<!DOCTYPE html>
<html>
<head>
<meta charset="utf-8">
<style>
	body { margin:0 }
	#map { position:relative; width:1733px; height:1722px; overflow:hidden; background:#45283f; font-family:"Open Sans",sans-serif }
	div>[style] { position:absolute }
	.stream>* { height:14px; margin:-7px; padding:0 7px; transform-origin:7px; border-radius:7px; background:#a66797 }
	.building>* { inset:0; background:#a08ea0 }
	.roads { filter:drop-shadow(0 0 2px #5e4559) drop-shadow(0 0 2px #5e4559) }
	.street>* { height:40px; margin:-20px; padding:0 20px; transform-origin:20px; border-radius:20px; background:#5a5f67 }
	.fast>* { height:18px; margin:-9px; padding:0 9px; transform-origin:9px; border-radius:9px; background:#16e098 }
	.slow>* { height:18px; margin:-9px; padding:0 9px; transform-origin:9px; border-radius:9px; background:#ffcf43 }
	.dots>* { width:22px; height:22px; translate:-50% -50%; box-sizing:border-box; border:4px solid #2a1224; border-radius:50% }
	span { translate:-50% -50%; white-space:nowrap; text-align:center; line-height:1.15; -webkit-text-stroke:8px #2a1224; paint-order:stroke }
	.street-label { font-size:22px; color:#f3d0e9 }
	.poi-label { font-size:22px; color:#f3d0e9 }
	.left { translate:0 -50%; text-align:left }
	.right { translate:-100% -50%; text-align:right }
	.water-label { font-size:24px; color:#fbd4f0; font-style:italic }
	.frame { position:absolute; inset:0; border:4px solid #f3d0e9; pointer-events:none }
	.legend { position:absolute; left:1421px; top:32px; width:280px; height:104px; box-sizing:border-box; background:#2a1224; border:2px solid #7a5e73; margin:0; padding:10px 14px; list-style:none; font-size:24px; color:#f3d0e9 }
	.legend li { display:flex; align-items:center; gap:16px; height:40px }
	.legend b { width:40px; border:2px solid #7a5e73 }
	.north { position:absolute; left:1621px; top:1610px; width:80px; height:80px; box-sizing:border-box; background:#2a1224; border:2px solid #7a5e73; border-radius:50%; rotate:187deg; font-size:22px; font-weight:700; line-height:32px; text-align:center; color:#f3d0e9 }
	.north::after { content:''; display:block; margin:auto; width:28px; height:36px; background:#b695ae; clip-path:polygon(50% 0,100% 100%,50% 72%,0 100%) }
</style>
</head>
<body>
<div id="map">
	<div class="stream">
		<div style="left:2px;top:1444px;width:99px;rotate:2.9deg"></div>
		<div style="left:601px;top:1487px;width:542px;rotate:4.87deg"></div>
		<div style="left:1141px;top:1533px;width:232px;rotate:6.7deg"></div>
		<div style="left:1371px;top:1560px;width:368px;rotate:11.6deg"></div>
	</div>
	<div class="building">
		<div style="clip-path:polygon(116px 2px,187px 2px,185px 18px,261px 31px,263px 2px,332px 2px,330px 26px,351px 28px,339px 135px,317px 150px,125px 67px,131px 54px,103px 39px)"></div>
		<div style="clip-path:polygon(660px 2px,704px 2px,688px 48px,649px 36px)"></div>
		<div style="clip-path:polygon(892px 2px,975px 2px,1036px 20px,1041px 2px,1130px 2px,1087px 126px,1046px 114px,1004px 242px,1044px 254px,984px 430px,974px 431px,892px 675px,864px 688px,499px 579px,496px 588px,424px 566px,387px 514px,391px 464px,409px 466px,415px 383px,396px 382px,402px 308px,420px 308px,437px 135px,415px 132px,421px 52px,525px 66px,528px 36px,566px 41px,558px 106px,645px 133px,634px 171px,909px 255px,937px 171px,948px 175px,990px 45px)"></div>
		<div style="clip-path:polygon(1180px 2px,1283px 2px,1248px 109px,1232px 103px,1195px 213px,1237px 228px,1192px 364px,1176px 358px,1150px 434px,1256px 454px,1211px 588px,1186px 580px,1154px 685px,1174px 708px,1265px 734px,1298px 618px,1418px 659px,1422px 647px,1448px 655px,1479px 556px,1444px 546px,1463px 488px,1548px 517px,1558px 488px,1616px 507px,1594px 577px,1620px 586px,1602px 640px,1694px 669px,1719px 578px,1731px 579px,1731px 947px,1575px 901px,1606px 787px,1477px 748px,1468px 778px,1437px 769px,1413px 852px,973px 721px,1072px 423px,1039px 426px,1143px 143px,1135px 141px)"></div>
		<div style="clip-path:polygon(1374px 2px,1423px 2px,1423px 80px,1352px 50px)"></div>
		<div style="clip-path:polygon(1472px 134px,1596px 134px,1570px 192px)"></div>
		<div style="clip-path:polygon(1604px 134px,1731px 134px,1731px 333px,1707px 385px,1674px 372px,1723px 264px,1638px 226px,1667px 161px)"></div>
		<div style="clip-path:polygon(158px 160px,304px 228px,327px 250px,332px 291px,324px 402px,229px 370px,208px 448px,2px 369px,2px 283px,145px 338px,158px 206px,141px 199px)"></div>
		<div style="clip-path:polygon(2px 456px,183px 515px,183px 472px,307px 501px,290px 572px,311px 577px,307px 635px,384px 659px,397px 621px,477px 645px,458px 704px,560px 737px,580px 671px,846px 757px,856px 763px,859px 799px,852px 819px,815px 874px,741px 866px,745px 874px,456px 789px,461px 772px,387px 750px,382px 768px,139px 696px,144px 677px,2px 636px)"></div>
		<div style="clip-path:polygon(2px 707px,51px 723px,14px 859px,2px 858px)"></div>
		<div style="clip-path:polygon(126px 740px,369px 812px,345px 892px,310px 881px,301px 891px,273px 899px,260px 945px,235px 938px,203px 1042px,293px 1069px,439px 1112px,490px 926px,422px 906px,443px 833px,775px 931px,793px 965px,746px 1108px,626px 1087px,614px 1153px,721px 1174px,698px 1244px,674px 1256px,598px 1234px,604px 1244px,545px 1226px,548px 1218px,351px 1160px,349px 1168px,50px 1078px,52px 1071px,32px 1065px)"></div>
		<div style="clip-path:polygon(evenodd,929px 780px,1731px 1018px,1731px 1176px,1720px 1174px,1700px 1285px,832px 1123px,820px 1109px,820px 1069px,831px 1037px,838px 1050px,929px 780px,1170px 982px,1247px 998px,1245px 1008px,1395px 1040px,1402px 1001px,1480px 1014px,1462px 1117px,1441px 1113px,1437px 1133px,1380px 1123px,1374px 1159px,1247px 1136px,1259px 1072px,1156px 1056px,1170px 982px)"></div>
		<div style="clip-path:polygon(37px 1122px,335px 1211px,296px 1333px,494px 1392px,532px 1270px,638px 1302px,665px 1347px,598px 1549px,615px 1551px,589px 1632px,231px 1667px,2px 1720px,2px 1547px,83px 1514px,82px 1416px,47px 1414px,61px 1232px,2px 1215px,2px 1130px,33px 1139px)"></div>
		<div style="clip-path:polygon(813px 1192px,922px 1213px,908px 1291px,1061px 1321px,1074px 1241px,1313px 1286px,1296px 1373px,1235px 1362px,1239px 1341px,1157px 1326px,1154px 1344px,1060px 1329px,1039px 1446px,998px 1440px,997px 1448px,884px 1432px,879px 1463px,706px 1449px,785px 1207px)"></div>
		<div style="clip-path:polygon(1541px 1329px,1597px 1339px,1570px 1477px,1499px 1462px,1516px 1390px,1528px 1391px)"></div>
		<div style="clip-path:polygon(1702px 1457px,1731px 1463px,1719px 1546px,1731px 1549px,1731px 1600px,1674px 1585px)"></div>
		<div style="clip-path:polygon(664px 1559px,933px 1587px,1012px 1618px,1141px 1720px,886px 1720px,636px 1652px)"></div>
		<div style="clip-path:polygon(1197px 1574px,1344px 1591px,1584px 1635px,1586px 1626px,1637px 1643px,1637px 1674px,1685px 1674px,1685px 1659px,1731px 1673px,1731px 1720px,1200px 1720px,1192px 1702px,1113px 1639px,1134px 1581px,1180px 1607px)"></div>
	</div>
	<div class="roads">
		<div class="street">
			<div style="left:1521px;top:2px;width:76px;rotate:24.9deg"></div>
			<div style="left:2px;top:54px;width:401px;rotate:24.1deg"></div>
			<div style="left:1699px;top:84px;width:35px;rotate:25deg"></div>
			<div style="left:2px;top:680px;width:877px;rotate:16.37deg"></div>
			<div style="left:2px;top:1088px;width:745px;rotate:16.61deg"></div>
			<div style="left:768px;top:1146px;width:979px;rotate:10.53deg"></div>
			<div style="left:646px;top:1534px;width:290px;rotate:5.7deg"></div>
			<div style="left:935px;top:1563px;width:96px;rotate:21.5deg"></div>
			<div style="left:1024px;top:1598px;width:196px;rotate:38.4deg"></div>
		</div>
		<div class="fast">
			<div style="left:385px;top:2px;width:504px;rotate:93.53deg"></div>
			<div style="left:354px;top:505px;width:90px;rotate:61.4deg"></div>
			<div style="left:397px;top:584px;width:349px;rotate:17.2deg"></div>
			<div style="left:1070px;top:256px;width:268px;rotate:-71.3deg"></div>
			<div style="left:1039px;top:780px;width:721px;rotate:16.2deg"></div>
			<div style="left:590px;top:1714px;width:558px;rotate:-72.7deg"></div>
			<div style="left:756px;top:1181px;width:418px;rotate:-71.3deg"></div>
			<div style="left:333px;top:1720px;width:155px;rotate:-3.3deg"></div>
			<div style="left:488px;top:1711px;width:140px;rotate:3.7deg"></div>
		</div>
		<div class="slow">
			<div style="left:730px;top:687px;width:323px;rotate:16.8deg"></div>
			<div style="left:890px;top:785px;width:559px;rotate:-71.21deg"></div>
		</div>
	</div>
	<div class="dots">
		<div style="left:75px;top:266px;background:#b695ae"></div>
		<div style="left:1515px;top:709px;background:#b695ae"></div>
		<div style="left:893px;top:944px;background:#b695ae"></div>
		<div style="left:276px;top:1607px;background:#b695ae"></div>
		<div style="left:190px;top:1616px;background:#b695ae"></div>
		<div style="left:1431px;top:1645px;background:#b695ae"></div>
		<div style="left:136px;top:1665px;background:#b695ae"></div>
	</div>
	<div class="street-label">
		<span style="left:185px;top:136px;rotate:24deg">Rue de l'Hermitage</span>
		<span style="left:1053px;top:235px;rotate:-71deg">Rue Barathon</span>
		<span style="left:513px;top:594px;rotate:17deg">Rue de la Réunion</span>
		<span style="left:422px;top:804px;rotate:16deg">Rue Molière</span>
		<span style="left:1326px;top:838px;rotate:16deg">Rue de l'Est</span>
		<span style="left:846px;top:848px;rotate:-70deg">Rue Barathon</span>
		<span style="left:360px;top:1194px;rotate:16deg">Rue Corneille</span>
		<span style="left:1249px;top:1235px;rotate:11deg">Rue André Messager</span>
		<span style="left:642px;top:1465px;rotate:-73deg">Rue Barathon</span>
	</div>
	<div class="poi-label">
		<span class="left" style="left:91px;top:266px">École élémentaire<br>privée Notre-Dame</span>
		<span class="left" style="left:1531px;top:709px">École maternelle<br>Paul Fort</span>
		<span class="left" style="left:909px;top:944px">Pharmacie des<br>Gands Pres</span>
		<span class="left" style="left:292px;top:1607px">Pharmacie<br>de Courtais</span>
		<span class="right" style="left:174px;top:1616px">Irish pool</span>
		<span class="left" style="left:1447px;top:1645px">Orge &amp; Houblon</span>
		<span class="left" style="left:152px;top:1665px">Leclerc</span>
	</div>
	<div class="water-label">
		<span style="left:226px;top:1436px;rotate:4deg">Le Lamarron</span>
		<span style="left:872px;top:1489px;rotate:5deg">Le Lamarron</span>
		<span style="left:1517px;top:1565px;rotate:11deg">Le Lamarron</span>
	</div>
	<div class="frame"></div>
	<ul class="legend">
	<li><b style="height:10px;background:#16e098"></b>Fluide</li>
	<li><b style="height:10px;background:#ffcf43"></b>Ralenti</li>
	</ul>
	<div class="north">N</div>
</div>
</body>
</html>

What to work on ▸
Your task is to set down only the lines that run from the opening of the listing to the line with "width:22px; height:22px; translate:-50%", both ends included, each unchanged.

The completed task ▸
<!DOCTYPE html>
<html>
<head>
<meta charset="utf-8">
<style>
	body { margin:0 }
	#map { position:relative; width:1733px; height:1722px; overflow:hidden; background:#45283f; font-family:"Open Sans",sans-serif }
	div>[style] { position:absolute }
	.stream>* { height:14px; margin:-7px; padding:0 7px; transform-origin:7px; border-radius:7px; background:#a66797 }
	.building>* { inset:0; background:#a08ea0 }
	.roads { filter:drop-shadow(0 0 2px #5e4559) drop-shadow(0 0 2px #5e4559) }
	.street>* { height:40px; margin:-20px; padding:0 20px; transform-origin:20px; border-radius:20px; background:#5a5f67 }
	.fast>* { height:18px; margin:-9px; padding:0 9px; transform-origin:9px; border-radius:9px; background:#16e098 }
	.slow>* { height:18px; margin:-9px; padding:0 9px; transform-origin:9px; border-radius:9px; background:#ffcf43 }
	.dots>* { width:22px; height:22px; translate:-50% -50%; box-sizing:border-box; border:4px solid #2a1224; border-radius:50% }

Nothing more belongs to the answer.